Britain's Thatcher role model for Hungary's Economy Minister

Britain's Margaret Thatcher provides the inspiration Hungary needs to tackle the European Union's largest budget deficit, Economy Minister János Kóka told a meeting of employers and industrialists according to a Bloomberg report.
The UK's prime minister from 1979 to 1990 “made difficult and unpopular decisions which set Great Britain on a new course of development,” Kóka said at a meeting with businessmen in Budapest today. “She broke away from the false idea of the omnipotent state and let the private economy carry the country forward. As a liberal politician, I believe in the same thing.”

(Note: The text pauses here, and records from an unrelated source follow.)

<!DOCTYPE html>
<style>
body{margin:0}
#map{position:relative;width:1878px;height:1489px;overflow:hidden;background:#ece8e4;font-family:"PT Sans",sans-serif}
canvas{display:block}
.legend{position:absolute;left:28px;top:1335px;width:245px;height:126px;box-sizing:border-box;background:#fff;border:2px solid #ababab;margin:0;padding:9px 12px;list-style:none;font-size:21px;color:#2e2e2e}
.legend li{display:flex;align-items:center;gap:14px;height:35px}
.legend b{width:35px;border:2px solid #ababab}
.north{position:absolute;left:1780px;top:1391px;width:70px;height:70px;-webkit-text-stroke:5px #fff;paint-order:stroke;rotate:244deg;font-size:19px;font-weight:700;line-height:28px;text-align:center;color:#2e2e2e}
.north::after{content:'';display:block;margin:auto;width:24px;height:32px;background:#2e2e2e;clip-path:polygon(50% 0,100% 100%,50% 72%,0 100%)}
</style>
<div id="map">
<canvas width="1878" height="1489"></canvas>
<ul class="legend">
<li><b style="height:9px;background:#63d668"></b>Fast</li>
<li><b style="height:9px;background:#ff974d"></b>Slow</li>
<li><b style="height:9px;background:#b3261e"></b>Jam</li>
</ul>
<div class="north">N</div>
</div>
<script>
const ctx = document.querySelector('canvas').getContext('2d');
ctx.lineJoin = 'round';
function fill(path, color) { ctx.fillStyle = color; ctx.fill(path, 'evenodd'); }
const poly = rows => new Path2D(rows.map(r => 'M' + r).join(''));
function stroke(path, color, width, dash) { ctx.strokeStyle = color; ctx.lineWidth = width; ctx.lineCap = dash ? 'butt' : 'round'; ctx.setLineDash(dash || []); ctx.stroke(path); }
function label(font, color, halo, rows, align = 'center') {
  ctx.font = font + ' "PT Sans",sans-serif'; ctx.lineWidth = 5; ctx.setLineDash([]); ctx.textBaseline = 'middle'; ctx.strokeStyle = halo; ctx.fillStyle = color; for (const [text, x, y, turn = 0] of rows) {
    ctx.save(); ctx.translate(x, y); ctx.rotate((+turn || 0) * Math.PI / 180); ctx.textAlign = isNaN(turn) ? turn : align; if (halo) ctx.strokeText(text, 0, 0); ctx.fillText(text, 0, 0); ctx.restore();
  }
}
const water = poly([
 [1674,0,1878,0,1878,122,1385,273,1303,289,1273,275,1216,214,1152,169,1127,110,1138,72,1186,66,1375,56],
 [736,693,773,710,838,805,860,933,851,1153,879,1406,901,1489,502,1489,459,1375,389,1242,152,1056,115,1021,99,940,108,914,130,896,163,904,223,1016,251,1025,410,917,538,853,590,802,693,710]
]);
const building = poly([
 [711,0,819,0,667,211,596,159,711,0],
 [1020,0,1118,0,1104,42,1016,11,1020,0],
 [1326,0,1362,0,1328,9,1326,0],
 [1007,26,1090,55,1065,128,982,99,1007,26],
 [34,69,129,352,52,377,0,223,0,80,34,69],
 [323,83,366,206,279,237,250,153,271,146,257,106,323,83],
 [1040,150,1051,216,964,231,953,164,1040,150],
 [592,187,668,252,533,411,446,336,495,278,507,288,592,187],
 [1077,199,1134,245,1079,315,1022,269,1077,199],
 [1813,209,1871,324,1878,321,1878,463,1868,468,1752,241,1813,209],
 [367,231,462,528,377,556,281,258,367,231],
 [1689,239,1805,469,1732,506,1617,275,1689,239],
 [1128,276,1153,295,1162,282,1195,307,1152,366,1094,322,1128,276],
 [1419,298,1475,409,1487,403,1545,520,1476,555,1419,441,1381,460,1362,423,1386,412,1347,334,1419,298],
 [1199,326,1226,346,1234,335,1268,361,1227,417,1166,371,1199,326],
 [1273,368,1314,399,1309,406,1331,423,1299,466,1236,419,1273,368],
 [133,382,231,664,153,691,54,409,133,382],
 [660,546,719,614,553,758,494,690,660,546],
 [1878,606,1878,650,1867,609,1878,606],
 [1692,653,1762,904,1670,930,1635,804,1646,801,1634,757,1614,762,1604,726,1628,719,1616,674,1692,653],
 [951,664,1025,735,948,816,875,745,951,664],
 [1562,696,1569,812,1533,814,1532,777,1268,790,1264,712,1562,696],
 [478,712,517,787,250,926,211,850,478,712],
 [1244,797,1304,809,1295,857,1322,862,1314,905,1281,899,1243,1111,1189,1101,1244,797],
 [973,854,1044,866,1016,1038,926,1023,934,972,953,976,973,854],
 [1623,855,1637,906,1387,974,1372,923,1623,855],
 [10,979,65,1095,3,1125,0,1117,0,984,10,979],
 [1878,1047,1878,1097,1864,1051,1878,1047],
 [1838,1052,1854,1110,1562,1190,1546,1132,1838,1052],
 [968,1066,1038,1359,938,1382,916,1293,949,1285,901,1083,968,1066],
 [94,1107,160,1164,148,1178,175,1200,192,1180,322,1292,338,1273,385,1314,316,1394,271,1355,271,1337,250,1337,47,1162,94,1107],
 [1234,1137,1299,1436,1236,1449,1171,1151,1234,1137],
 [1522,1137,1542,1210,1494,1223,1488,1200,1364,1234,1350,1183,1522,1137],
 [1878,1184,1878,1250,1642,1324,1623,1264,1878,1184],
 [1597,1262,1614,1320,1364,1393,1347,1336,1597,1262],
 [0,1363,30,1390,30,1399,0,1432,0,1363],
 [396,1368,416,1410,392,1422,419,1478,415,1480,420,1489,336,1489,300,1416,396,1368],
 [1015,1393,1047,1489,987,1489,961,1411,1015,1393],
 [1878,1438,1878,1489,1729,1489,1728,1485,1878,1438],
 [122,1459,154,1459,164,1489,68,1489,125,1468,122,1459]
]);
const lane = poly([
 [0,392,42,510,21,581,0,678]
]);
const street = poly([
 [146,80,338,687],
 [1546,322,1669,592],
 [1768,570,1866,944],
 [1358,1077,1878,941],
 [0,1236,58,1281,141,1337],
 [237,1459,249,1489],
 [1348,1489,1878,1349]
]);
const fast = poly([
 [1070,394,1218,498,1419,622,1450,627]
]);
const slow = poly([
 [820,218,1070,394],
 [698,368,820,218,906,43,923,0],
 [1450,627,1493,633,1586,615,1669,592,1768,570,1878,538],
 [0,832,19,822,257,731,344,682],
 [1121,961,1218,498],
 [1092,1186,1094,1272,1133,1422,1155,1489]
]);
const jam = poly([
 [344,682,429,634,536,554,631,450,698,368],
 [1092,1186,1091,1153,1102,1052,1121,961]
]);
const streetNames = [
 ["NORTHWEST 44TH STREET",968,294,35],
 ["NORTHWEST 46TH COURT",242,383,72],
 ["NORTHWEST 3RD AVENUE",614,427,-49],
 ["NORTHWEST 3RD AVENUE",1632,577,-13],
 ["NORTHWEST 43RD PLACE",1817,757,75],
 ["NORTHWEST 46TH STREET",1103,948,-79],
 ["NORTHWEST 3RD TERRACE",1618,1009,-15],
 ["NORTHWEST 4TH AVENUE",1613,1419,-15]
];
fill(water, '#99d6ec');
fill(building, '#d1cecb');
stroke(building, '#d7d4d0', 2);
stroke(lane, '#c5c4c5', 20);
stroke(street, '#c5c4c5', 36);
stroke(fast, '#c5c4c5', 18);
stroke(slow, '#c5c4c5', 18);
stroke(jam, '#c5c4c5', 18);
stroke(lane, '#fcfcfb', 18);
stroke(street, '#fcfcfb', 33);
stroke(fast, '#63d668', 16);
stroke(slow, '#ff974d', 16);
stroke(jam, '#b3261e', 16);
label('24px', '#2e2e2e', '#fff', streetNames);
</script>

Prime Minister Ferenc Gyurcsány has already raised Hungary's taxes and cut subsidies, aiming to shrink the country's budget deficit to 3.2% of GDP in 2009 from an estimated 10.1% this year. He also plans to overhaul healthcare, pensions, education, transportation and public administration in his effort to reduce the shortfall.
Thatcher led a list of Britain's best premiers in the past 100 years compiled in August for the BBC by historian Francis Beckett. Her policies included laws to erode the power of trade unions in favor of businesses and a shift in control of state-owned industries to investors through share sales of companies including BP Plc, BT Group Plc and British Airways Plc.
Hungary has sold most of its state assets, from refiner Mol Nyrt to telco Magyar Telekom Nyrt, since the early 1990s.